(Extracted data entries)
_____
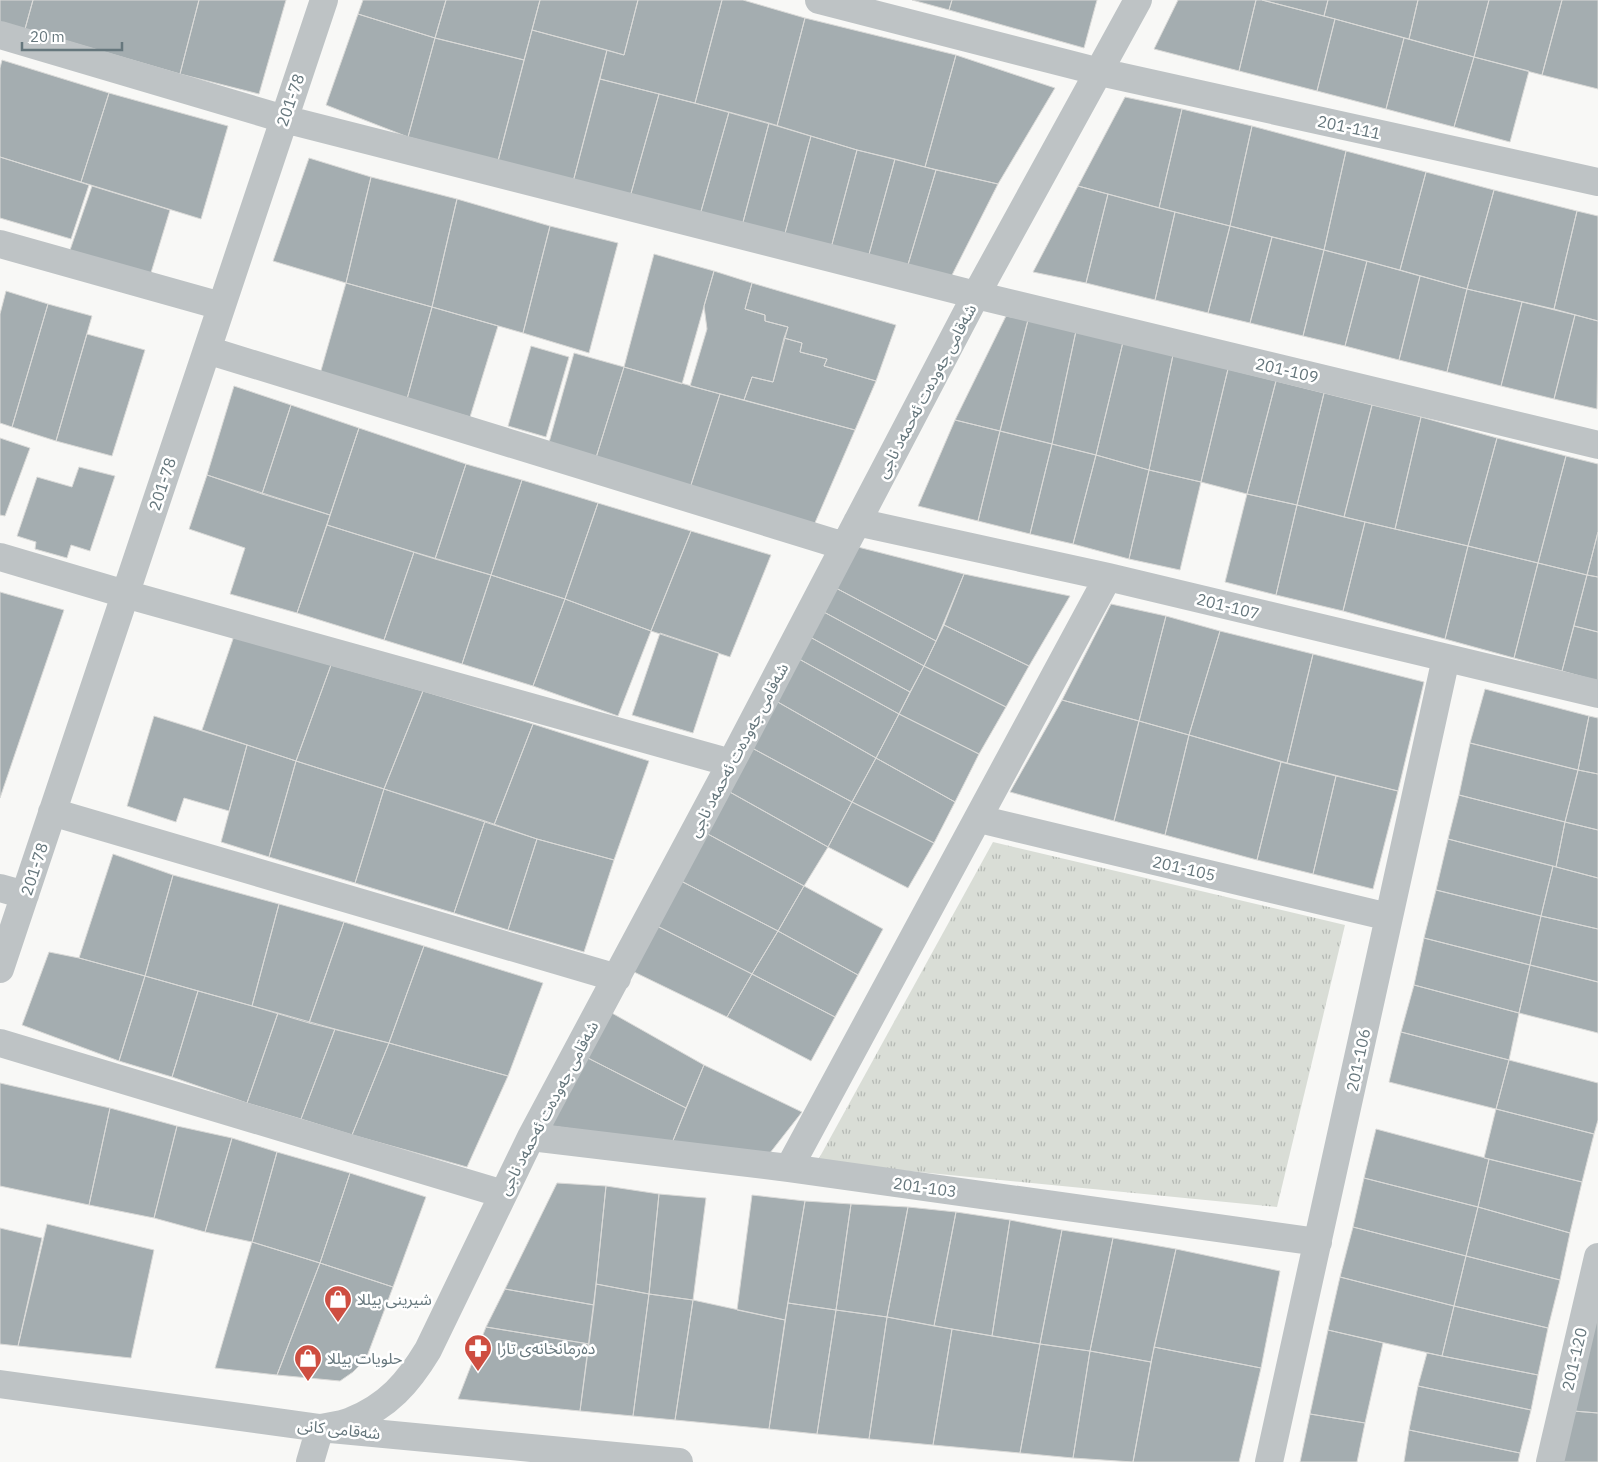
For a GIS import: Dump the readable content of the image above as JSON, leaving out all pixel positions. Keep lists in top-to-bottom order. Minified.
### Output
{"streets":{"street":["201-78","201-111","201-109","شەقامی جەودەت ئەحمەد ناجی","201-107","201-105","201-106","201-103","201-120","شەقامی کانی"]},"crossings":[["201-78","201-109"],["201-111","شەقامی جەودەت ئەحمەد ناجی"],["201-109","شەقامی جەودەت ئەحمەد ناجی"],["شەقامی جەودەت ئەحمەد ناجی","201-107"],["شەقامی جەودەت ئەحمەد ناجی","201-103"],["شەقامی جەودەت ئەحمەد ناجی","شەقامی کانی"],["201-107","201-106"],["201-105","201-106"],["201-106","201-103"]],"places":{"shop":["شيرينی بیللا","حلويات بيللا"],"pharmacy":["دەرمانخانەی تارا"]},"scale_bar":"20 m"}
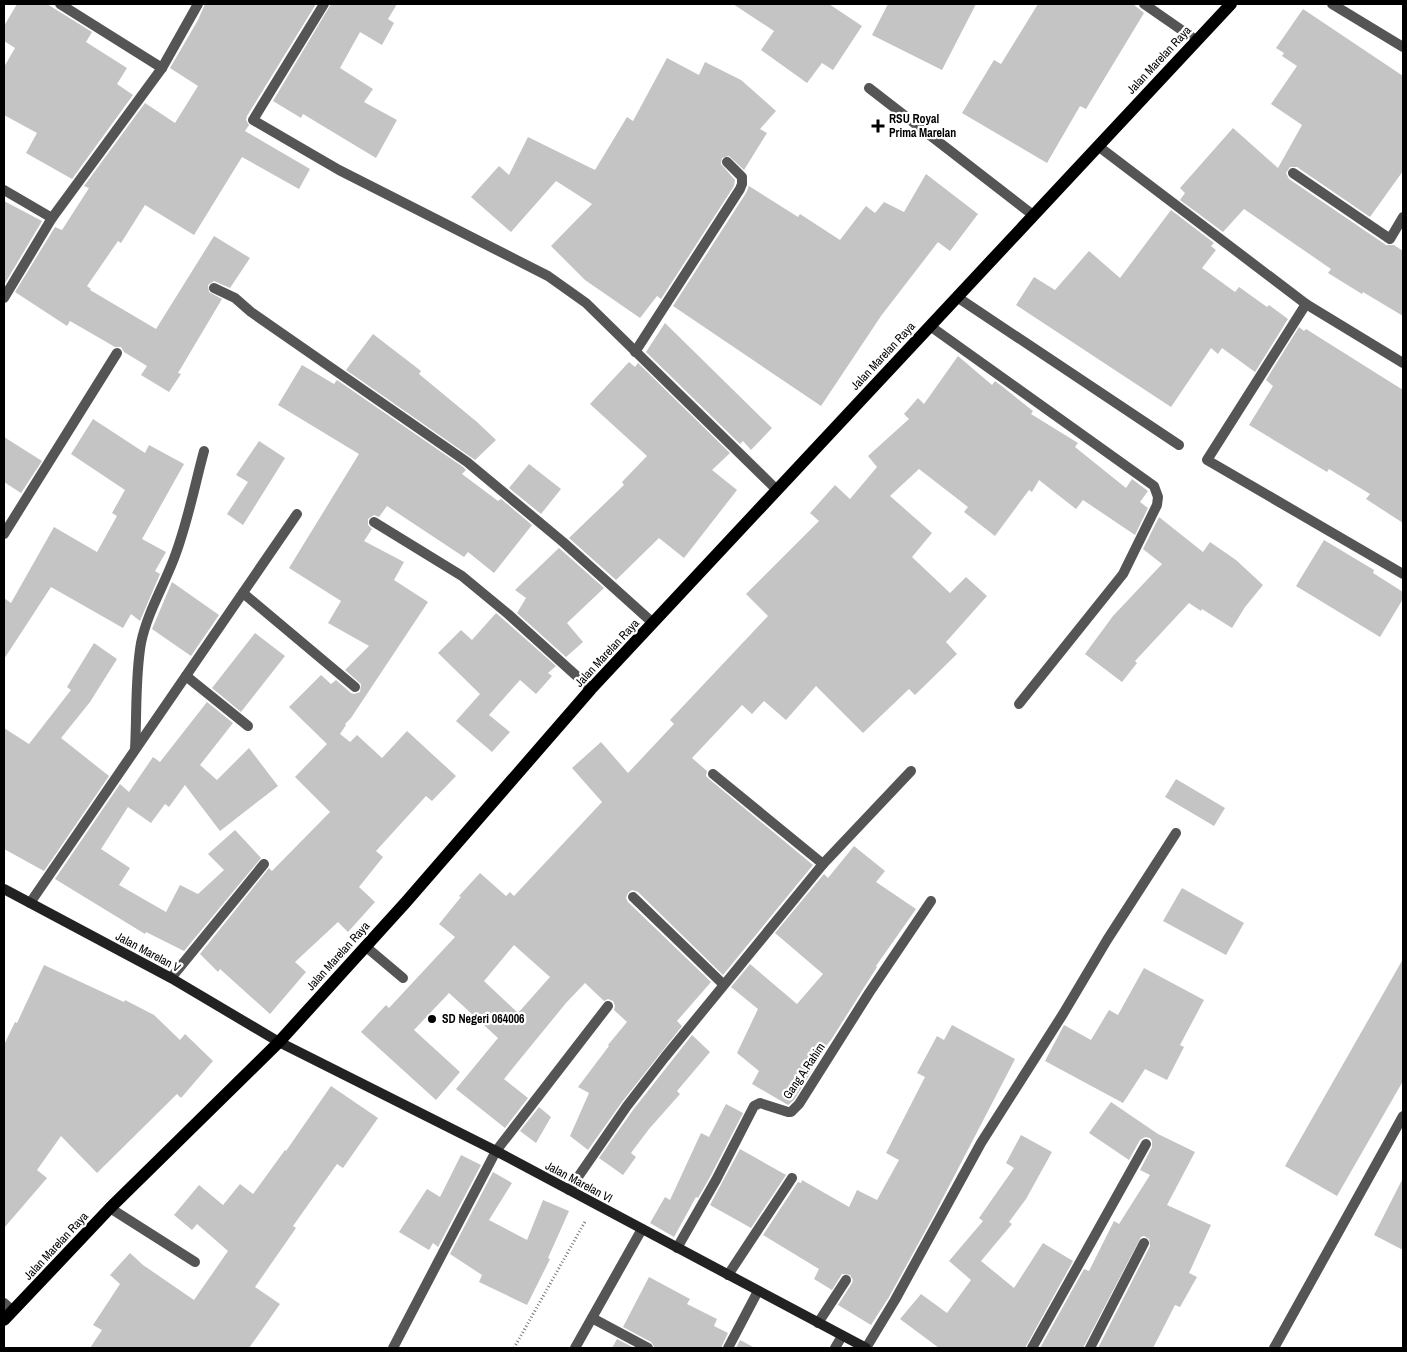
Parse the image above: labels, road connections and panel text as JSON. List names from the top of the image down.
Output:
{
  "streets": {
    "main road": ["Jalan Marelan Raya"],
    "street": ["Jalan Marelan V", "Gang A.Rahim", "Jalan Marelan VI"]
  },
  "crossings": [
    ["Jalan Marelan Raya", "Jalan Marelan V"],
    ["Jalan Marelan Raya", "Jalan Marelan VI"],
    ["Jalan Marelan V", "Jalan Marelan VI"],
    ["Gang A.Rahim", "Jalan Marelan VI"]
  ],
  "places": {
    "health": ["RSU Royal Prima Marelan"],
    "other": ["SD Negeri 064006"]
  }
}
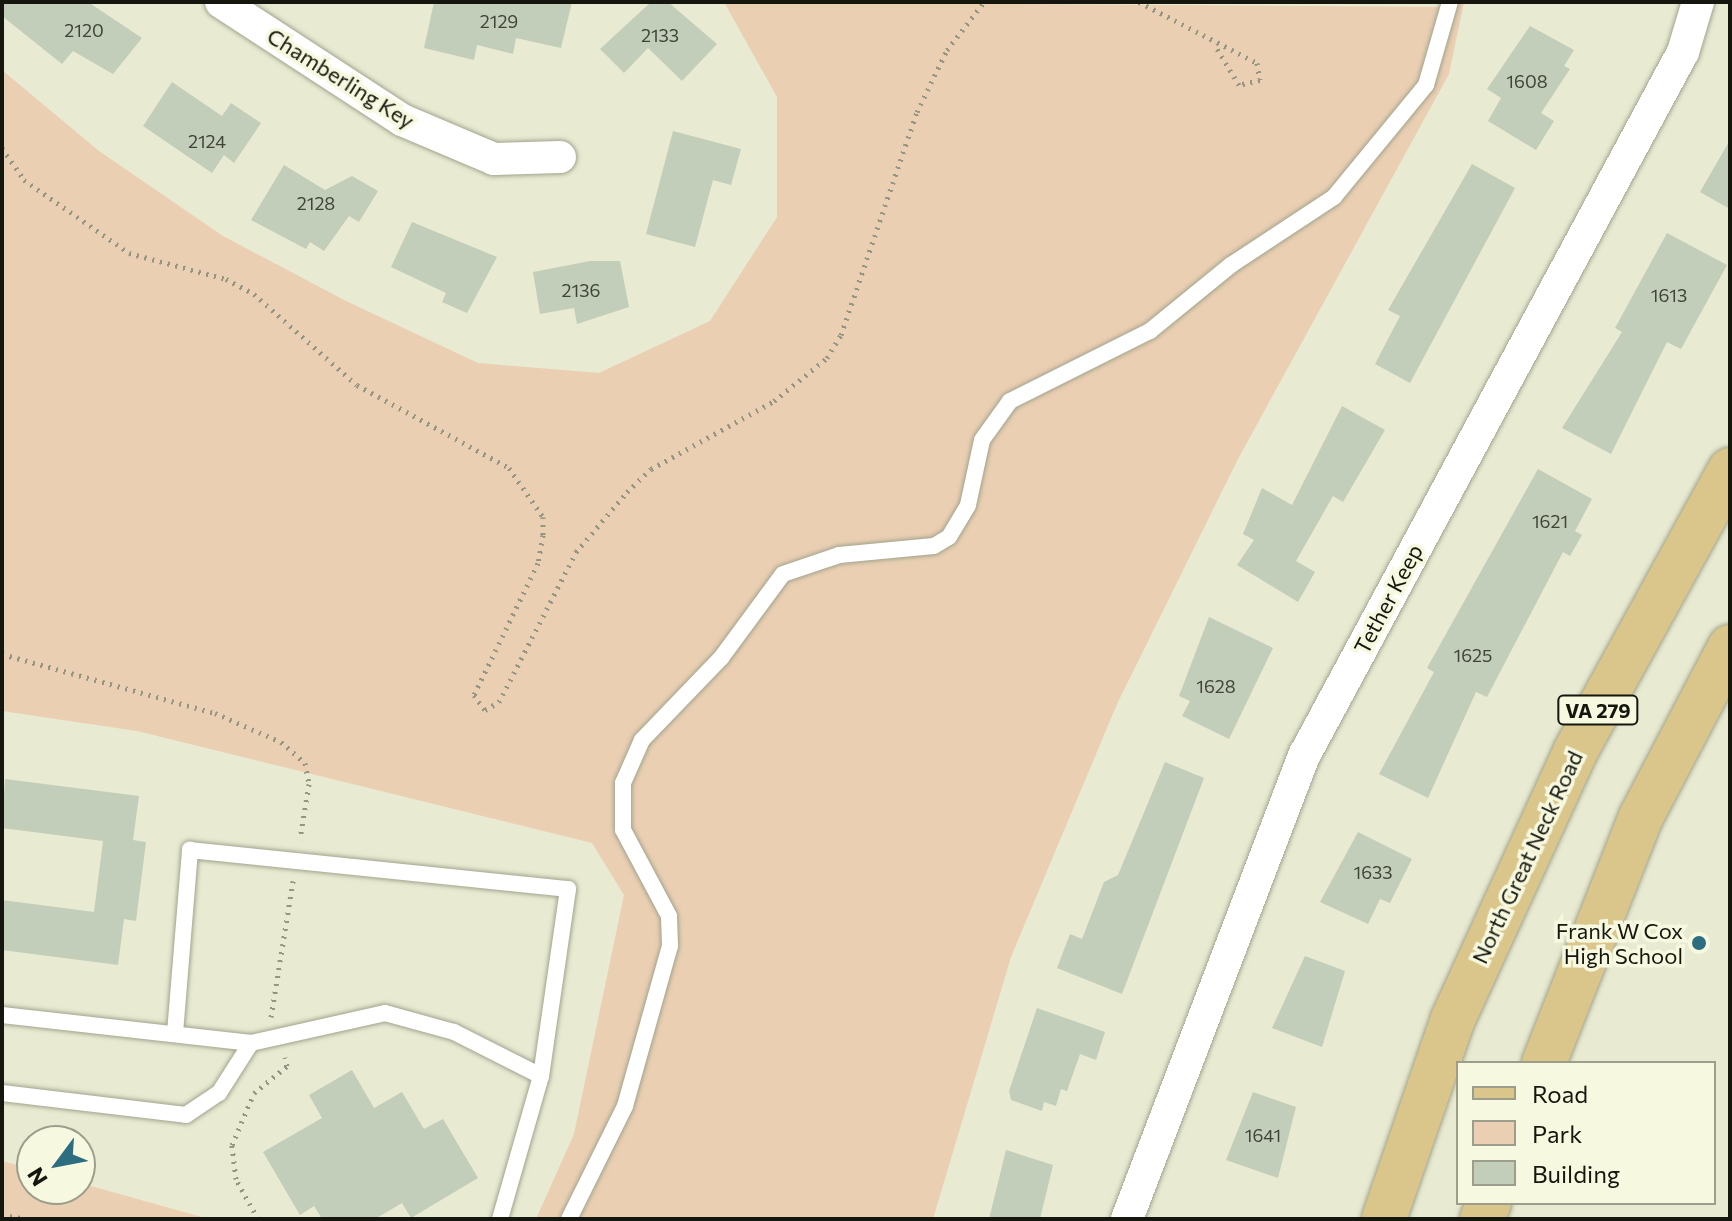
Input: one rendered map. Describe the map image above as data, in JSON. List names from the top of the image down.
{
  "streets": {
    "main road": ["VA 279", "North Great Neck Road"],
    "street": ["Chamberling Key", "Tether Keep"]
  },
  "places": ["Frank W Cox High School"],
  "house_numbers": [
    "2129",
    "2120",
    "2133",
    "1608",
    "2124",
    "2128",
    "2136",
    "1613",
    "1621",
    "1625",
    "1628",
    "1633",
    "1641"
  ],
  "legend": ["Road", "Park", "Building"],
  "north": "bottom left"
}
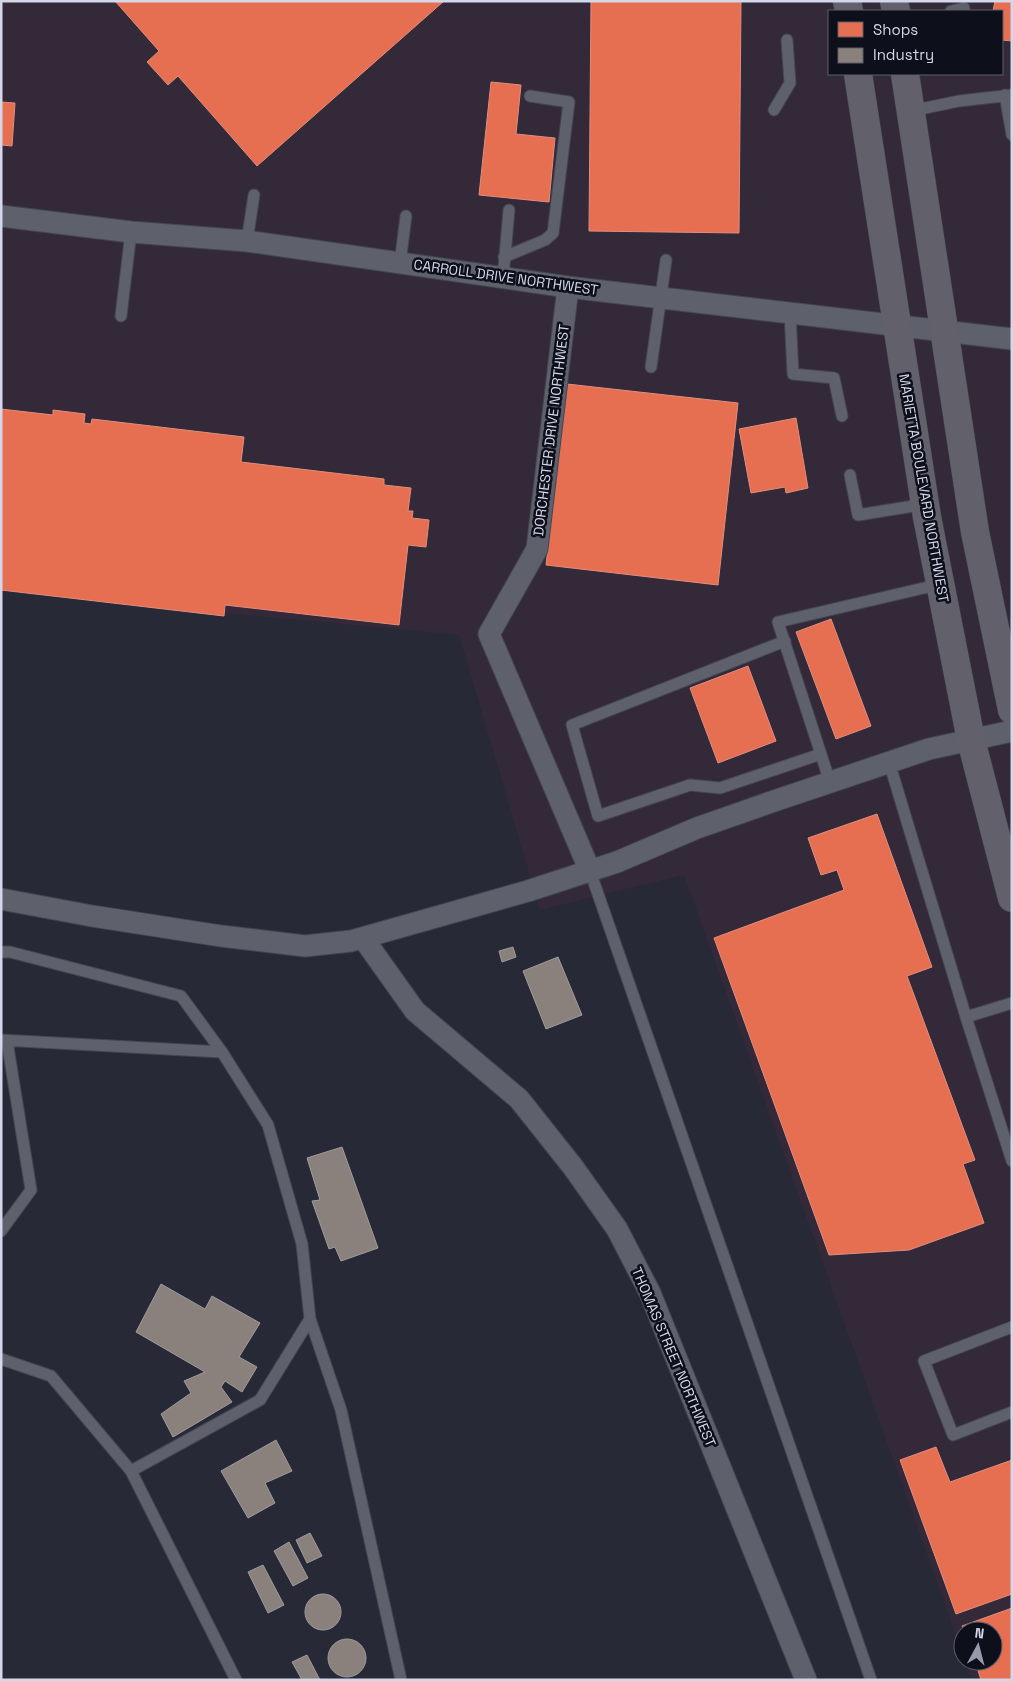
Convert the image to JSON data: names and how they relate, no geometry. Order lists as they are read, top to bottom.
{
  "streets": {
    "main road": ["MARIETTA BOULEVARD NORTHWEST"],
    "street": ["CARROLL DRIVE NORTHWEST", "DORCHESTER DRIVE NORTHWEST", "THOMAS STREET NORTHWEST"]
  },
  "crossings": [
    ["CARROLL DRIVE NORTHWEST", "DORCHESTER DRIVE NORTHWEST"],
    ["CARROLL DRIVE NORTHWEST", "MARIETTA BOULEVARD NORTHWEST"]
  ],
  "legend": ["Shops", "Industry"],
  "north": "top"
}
_____
◆ WORK REQUEST ◆
The result should be an exact copy of every entry above, with no pictures included.

◆ ANSWER ◆
For a GIS import: Dump the readable content of the image above as JSON, leaving out all pixel positions. Keep lists in top-to-bottom order. Minified.
### Output
{"streets":{"street":["201-78","201-111","201-109","شەقامی جەودەت ئەحمەد ناجی","201-107","201-105","201-106","201-103","201-120","شەقامی کانی"]},"crossings":[["201-78","201-109"],["201-111","شەقامی جەودەت ئەحمەد ناجی"],["201-109","شەقامی جەودەت ئەحمەد ناجی"],["شەقامی جەودەت ئەحمەد ناجی","201-107"],["شەقامی جەودەت ئەحمەد ناجی","201-103"],["شەقامی جەودەت ئەحمەد ناجی","شەقامی کانی"],["201-107","201-106"],["201-105","201-106"],["201-106","201-103"]],"places":{"shop":["شيرينی بیللا","حلويات بيللا"],"pharmacy":["دەرمانخانەی تارا"]},"scale_bar":"20 m"}
Parse the image above: labels, road connections and panel text as JSON. List names from the top of the image down.
Output:
{
  "streets": {
    "main road": ["Jalan Marelan Raya"],
    "street": ["Jalan Marelan V", "Gang A.Rahim", "Jalan Marelan VI"]
  },
  "crossings": [
    ["Jalan Marelan Raya", "Jalan Marelan V"],
    ["Jalan Marelan Raya", "Jalan Marelan VI"],
    ["Jalan Marelan V", "Jalan Marelan VI"],
    ["Gang A.Rahim", "Jalan Marelan VI"]
  ],
  "places": {
    "health": ["RSU Royal Prima Marelan"],
    "other": ["SD Negeri 064006"]
  }
}
Input: one rendered map. Describe the map image above as data, in JSON. List names from the top of the image down.
{
  "streets": {
    "main road": ["VA 279", "North Great Neck Road"],
    "street": ["Chamberling Key", "Tether Keep"]
  },
  "places": ["Frank W Cox High School"],
  "house_numbers": [
    "2129",
    "2120",
    "2133",
    "1608",
    "2124",
    "2128",
    "2136",
    "1613",
    "1621",
    "1625",
    "1628",
    "1633",
    "1641"
  ],
  "legend": ["Road", "Park", "Building"],
  "north": "bottom left"
}
Convert the image to JSON data: names and how they relate, no geometry. Order lists as they are read, top to bottom.
{
  "streets": {
    "main road": ["MARIETTA BOULEVARD NORTHWEST"],
    "street": ["CARROLL DRIVE NORTHWEST", "DORCHESTER DRIVE NORTHWEST", "THOMAS STREET NORTHWEST"]
  },
  "crossings": [
    ["CARROLL DRIVE NORTHWEST", "DORCHESTER DRIVE NORTHWEST"],
    ["CARROLL DRIVE NORTHWEST", "MARIETTA BOULEVARD NORTHWEST"]
  ],
  "legend": ["Shops", "Industry"],
  "north": "top"
}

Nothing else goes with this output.